── RECORD SET

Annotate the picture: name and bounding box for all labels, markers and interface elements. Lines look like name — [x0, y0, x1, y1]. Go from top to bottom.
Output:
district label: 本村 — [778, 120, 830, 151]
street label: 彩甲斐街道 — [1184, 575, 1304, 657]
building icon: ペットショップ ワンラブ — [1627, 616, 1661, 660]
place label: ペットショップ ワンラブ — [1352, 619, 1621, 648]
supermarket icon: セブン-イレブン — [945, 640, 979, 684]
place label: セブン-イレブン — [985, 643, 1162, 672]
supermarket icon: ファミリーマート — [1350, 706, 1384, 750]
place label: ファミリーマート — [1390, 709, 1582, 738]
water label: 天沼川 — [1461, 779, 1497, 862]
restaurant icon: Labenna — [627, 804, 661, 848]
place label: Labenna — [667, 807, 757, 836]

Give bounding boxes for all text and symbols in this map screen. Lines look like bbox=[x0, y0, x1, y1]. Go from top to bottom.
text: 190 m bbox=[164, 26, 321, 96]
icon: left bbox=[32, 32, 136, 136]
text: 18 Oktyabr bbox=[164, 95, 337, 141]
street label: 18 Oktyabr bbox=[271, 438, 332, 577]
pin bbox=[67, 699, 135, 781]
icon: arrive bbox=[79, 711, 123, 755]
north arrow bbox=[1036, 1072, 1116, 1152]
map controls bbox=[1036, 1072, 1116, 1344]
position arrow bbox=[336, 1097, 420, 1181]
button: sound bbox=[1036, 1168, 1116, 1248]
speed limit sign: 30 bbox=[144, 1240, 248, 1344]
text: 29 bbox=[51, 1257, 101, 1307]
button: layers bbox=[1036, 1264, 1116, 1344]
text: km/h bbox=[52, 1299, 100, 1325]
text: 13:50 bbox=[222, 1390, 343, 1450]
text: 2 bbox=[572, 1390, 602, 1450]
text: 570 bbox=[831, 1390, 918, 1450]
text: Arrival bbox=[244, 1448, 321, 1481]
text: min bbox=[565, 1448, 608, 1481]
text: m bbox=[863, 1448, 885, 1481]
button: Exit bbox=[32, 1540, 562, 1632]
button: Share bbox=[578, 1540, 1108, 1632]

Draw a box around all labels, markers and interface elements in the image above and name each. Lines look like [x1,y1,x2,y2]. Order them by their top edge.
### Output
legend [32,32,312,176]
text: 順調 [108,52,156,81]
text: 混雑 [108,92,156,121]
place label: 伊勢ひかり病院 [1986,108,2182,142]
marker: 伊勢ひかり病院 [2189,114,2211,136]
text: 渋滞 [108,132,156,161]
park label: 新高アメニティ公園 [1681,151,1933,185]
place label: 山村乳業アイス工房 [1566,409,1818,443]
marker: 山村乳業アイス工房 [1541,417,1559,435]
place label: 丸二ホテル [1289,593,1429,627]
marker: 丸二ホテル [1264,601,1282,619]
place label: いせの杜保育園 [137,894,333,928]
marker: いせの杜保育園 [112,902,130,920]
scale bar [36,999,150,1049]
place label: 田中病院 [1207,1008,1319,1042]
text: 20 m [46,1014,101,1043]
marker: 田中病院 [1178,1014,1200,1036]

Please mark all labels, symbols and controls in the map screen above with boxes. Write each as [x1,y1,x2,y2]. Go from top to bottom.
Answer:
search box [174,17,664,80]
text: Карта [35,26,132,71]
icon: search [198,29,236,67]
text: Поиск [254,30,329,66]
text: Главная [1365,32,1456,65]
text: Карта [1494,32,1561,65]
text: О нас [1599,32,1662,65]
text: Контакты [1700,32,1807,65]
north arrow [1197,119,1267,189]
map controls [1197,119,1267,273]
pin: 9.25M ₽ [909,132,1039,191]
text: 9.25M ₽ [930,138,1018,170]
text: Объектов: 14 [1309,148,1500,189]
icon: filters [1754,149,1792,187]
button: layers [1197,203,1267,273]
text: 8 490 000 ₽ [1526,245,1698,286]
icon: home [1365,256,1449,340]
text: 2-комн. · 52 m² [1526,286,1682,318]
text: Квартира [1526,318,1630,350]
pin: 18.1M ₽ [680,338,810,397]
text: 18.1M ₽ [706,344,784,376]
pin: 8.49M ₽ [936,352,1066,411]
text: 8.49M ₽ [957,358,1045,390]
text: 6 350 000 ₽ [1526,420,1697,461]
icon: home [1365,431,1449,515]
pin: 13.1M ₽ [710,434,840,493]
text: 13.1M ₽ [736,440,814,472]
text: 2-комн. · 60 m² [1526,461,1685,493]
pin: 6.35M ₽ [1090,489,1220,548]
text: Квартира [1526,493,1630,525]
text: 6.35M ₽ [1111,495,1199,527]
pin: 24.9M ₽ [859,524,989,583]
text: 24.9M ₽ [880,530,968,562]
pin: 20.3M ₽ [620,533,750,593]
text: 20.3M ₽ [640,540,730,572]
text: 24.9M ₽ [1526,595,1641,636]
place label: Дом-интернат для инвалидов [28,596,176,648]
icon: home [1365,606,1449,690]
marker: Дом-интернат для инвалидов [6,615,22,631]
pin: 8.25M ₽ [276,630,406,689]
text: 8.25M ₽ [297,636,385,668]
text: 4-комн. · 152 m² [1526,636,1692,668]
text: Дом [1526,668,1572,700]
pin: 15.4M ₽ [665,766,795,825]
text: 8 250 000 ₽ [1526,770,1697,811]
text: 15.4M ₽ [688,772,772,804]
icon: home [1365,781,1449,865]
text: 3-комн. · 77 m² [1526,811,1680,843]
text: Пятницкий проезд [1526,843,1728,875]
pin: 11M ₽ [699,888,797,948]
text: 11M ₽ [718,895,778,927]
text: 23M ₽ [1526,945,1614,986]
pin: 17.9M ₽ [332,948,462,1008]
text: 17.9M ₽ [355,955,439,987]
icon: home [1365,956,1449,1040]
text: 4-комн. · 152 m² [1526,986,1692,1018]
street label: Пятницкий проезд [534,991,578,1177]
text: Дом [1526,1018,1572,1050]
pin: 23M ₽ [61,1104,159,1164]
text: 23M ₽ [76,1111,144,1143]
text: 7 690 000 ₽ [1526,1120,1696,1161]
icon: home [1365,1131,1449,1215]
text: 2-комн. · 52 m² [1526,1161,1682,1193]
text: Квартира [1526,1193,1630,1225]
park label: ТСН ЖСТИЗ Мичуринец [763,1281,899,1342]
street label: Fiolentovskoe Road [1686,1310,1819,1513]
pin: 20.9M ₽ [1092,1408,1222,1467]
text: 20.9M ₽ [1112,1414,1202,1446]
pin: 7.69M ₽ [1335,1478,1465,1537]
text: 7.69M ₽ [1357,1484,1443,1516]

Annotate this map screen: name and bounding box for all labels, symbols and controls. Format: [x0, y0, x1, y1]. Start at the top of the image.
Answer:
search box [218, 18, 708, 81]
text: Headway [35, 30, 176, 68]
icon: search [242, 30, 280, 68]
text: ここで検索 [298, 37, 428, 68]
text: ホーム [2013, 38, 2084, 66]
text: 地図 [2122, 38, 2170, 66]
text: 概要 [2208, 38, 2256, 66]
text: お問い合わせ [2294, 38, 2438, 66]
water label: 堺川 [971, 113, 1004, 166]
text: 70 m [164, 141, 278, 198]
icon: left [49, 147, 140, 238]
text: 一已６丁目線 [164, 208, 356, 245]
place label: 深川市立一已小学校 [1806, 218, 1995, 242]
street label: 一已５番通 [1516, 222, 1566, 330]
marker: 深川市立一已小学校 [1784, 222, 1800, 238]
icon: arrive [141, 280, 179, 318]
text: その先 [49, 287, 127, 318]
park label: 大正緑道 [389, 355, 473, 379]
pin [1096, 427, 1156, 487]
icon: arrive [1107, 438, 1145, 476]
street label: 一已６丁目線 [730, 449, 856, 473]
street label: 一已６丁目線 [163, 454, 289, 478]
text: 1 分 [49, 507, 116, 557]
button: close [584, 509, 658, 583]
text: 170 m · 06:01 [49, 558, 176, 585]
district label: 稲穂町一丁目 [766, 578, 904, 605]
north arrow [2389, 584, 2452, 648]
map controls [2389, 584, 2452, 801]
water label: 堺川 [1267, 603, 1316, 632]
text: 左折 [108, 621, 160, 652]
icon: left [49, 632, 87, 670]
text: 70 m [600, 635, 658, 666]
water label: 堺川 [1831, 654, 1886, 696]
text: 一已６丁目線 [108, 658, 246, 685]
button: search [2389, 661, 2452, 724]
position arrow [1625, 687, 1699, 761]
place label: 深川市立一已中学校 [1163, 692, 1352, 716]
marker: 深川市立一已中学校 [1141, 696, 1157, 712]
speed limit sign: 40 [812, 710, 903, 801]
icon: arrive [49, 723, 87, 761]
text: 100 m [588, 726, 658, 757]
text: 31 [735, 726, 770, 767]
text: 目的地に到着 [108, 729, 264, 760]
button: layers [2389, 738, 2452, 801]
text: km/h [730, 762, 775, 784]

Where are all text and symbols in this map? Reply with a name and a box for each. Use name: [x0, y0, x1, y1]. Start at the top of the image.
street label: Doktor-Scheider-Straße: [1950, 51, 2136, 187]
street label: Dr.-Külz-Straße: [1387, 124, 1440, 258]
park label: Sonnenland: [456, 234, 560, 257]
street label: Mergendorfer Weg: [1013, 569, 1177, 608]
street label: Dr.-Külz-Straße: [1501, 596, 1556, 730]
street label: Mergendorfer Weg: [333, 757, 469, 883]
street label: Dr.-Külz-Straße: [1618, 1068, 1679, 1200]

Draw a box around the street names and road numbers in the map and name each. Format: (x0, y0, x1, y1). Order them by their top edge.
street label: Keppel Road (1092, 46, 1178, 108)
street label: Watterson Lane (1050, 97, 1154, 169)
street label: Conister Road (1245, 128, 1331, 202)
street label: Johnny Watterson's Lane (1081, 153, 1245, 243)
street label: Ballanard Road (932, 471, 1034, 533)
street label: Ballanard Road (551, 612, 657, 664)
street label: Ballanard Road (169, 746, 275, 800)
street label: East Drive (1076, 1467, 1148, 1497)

────

__THE TASK__. Scan the preceding records for lines with the word "Mergendorfer". Say how many there are and nothing else.

__REPLY TO THE TASK__. 2